La prueba más contundente de la muerte de la literatura es el mismo Nobel de literatura. Desde hace suficiente tiempo los escritores galardonados son de hecho escritores pero son por derecho algo más. El premio siempre les toca por lo segundo.

La literatura sigue actuando como un requisito para concurrir pero como bien se ha venido dando a entender se trata de una requisitoria formal. Los sustancioso se encuentra en qué ha hecho este hombre o esta mujer por la libertad, la justicia, la igualdad o la vacuna contra la malaria.

Más que arte, en fin, se habla de amor al ser humano y de este modo ya todos los premios Nobeles son premios de la Paz. La diferencia entre un premio de la Paz y otro de Literatura radica en que el primero puede ganarse incluso sin escribir una línea, lo que viene a ser un desmedido privilegio contando con el esfuerzo que requiere un libro, y hasta un poema.

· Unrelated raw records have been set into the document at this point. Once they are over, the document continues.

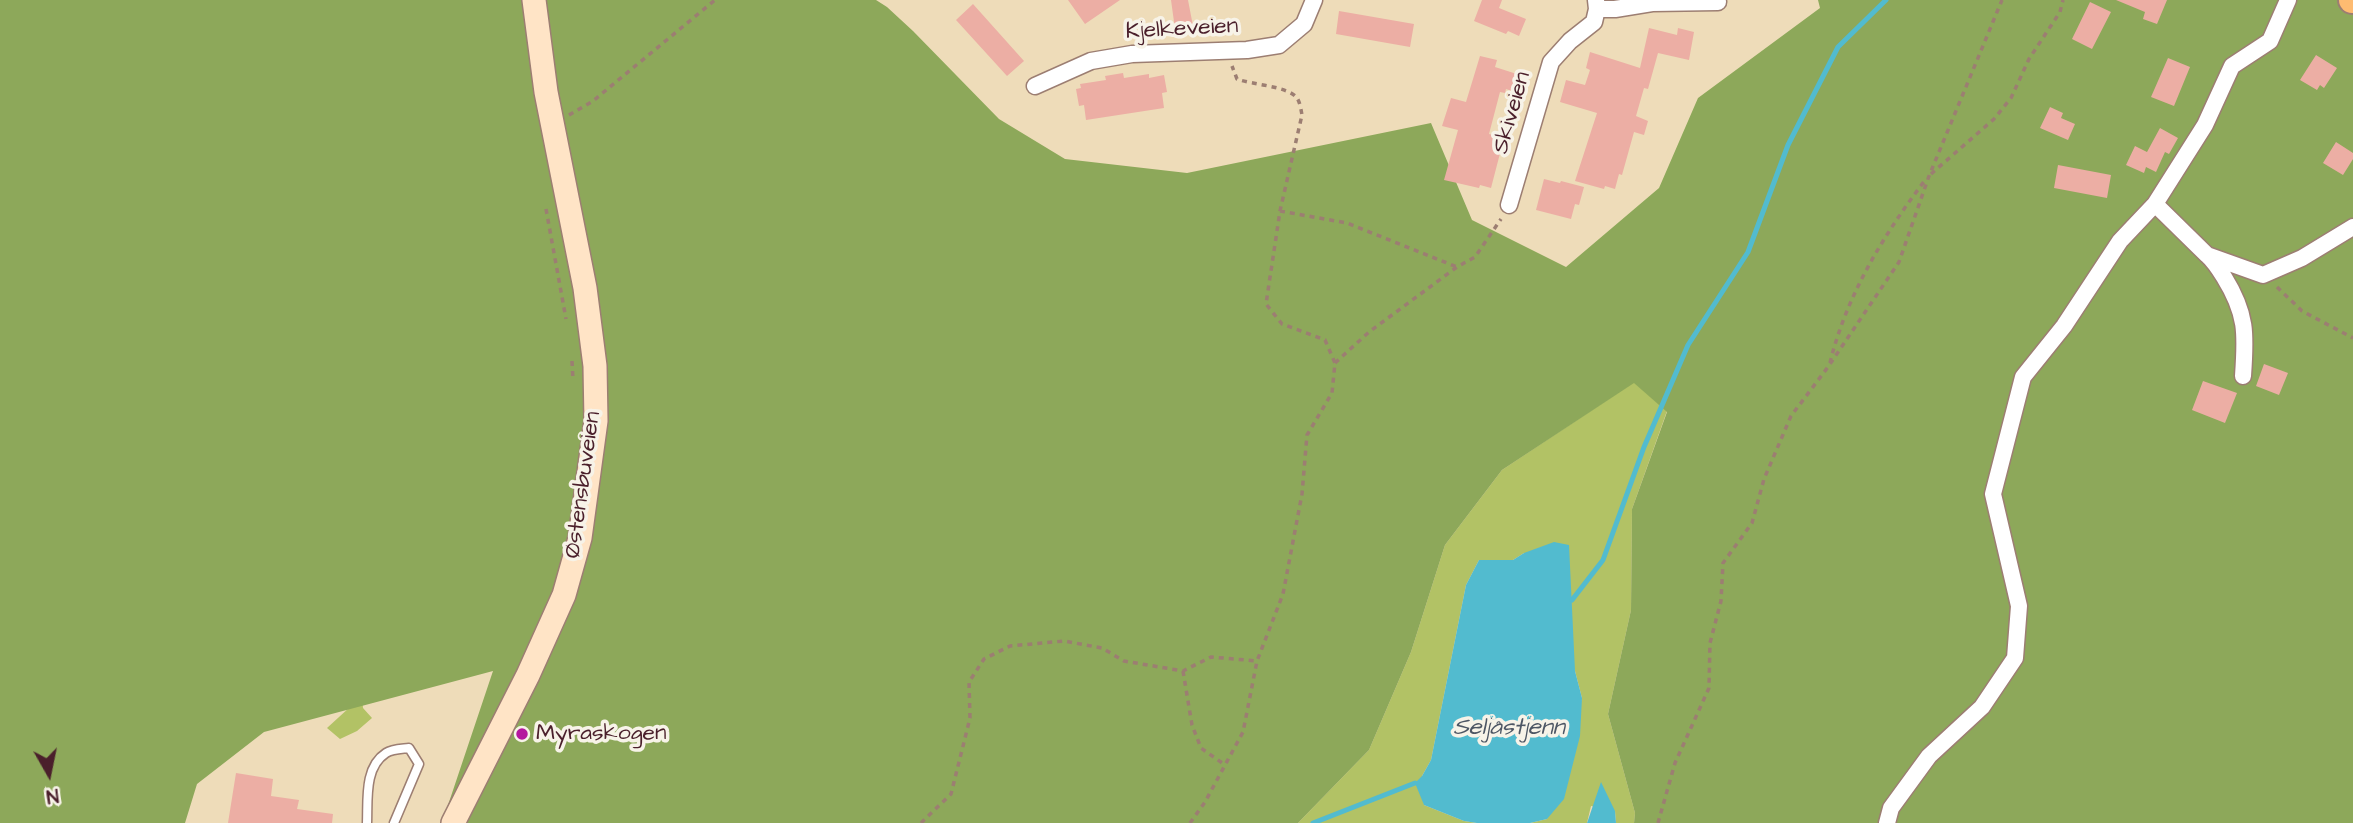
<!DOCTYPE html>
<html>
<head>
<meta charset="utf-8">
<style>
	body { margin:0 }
	#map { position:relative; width:2353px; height:823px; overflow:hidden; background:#eedcb9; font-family:"Architects Daughter",sans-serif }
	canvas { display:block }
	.north { position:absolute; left:14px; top:739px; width:70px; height:70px; -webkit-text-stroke:5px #f7f3e8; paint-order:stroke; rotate:171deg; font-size:19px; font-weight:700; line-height:28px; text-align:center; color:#4a1f2b }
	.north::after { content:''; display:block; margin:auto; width:24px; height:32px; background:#4a1f2b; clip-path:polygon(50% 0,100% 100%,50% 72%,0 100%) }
</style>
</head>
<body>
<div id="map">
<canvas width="2353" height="823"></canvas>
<div class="north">N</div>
</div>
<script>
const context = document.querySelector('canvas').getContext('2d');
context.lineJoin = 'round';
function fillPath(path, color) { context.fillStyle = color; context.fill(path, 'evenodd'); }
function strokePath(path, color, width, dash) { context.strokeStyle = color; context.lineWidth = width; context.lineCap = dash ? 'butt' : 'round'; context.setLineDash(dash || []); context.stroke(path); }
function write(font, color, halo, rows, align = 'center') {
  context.font = font + ' "Architects Daughter",sans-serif'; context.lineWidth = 7; context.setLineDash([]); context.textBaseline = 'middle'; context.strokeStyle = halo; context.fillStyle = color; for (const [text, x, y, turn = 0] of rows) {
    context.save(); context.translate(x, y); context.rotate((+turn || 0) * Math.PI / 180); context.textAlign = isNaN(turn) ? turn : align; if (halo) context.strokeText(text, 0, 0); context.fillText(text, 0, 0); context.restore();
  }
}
const green = new Path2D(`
	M1634 382 1667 411 1632 509 1631 610 1608 714 1635 813 1634 823H1616L1615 811 1591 806 1587 823H1530L1547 819 1582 698 1575 671 1524 553 1513 560H1479L1466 585 1431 760 1422 776 1424 805 1464 821 1477 823H1298L1369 750 1411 652 1445 545 1502 470Z
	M362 696 363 708 372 718 357 731 340 739 327 728Z`);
const forest = new Path2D(`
	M0 0H876L887 7 913 31 999 119 1065 159 1187 173 1431 123 1472 220 1566 267 1659 188 1698 98 1820 8 1818 0H2353V823H1634L1635 813 1608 714 1631 610 1632 509 1667 412 1634 383 1502 470 1445 545 1411 652 1369 750 1298 823H442L493 671 264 732 197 784 185 823H0Z`);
const water = new Path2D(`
	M1554 542 1569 545 1575 671 1582 698 1580 736 1564 799 1547 819 1530 823H1477L1464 821 1424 805 1415 783 1422 776 1431 760 1466 585 1479 560H1513L1524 553Z
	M1601 782 1615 811 1616 823H1587Z`);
const stream = new Path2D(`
	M1572 600 1603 560 1644 447 1688 345 1748 252 1788 145 1838 47 1886 0
	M1313 823 1415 783`);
const building = new Path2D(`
	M1068 0H1120L1085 24Z
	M1171 0H1188L1193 26 1175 29Z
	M1482 0H1502L1499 8 1526 19 1519 36 1508 31 1506 34 1474 21Z
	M2116 0H2167L2157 24 2143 19 2145 12Z
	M2090 2 2111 12 2092 49 2072 39Z
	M973 4 1024 61 1007 76 956 20Z
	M1339 11 1414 24 1410 47 1336 34Z
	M1649 28 1677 35 1678 28 1694 32 1689 60 1658 53 1648 89 1644 88 1636 116 1648 121 1644 135 1634 132 1622 175 1619 174 1615 189 1605 186 1604 189 1575 181 1597 113 1560 102 1566 80 1585 85 1590 70 1586 68 1590 52 1640 68Z
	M2316 55 2337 68 2324 88 2320 85 2317 90 2300 80Z
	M1480 56 1497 60 1495 67 1523 76 1518 93 1506 89 1505 93 1500 92 1489 134 1504 138 1491 188 1480 185 1479 188 1444 180 1458 130 1442 126 1451 98 1466 102Z
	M2168 58 2190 67 2174 106 2151 97Z
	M1123 73 1124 78 1149 74V78L1164 75 1167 92 1162 93 1164 108 1086 120 1084 105 1079 106 1076 89 1081 88 1080 84 1106 80 1105 76Z
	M2050 107 2063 113 2061 118 2075 124 2068 140 2040 128Z
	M2160 128 2178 138 2169 154 2165 152 2156 172 2146 167 2144 173 2126 165 2135 146 2147 152Z
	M2336 142 2353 153V159L2343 175 2323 163Z
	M2058 165 2111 175 2107 198 2054 188Z
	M1544 179 1560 183 1561 181 1584 187 1579 205 1575 204 1571 219 1536 210Z
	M2264 364 2288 373 2279 395 2256 386Z
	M2203 381 2237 393 2225 423 2192 410Z
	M236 773 273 779 271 796 299 800 297 809 333 814 332 823H228Z`);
const path = new Path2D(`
	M569 115 593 101 715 0
	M1931 174 1994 119 2011 98 2029 59 2060 12 2063 0
	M546 209 566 319
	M1280 211 1347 223 1457 267
	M2277 287 2302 311 2353 338
	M572 361 573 381
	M1335 363 1369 332 1457 267 1475 257 1501 219
	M1830 363C1846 296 1884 234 1926 179
	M1183 671 1192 725 1201 748 1225 765
	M921 823 951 794 970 718 969 682 984 659 1010 646 1064 641 1102 648 1124 661 1183 671 1211 657 1257 661
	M1190 823 1205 802 1243 732 1257 661 1283 594 1302 494 1307 435 1332 393 1335 363 1325 340 1282 324 1266 304 1280 211 1302 115C1301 110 1300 102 1297 98 1288 86 1253 85 1237 79L1232 66
	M1658 823 1675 763 1709 688 1710 643 1721 601 1723 563 1752 523 1764 479 1791 416 1828 367 1899 262 1929 176 2002 0`);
const lane = new Path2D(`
	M367 823C368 800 364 767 386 753 392 749 401 749 409 748L419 764 394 823`);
const street = new Path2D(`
	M1597 9H1615L1652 3 1718 2
	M1035 86 1091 61 1132 54 1247 50 1279 45 1304 24 1314 0
	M2155 204 2207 255 2263 275 2302 258 2353 227
	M1509 205 1551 62 1570 41 1594 22 1597 9 1596 0
	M2207 255C2214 261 2219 269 2224 277 2247 314 2246 334 2243 376
	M1887 823 1891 808 1929 756 1982 707 2015 658 2019 606 1993 494 2023 377 2064 326 2120 241 2155 204 2205 125 2232 66 2270 41 2288 0`);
const secondary = new Path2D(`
	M453 823 528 675 564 595 580 538 596 421 595 366 585 288 546 92 534 0`);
const primary = new Path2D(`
	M2352 0H2353`);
const markers = [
	[522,734,7,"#b5179e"]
];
const streetNames = [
	["Kjelkeveien",1182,30,-3],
	["Skiveien",1513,113,-74],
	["Østensbuveien",584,485,-82]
];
const poiNames = [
	["Myraskogen",536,734]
];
const waterNames = [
	["Seljåstjenn",1509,729]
];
fillPath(green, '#b2c265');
fillPath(forest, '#8da85a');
fillPath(water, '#52bbcf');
strokePath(stream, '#52bbcf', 5);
fillPath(building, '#ecaea4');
strokePath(lane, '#9c7e72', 11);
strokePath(street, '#9c7e72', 19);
strokePath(secondary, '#9c7e72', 26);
strokePath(primary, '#9c7e72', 30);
strokePath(path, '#9c7e72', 3.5, [5, 5]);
strokePath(lane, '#fff', 8);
strokePath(street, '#fff', 16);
strokePath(secondary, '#ffe4c6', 23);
strokePath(primary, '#febb71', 26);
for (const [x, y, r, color] of markers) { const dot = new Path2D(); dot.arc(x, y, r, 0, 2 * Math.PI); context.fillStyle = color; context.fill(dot); strokePath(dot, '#f7f3e8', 2.5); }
write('23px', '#4a1f2b', '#f7f3e8', streetNames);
write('23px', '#4a1f2b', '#f7f3e8', poiNames, 'left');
write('italic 24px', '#4d5664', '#f7f3e8', waterNames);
</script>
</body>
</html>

Con todo esto, los Nobeles contemporáneos han desembocado en la feria más jovial entre los seres vivos que todavía leen los periódicos. Partiendo de su sórdido comienzo con la dinamita como tema se ha llegado a esta explosión de júbilo angelical. El tramo que une ambos extremos describe el proceso cumplido desde la existencia a la inexistencia de lo literario, desde la importancia al desinterés por el neto valor de la escritura.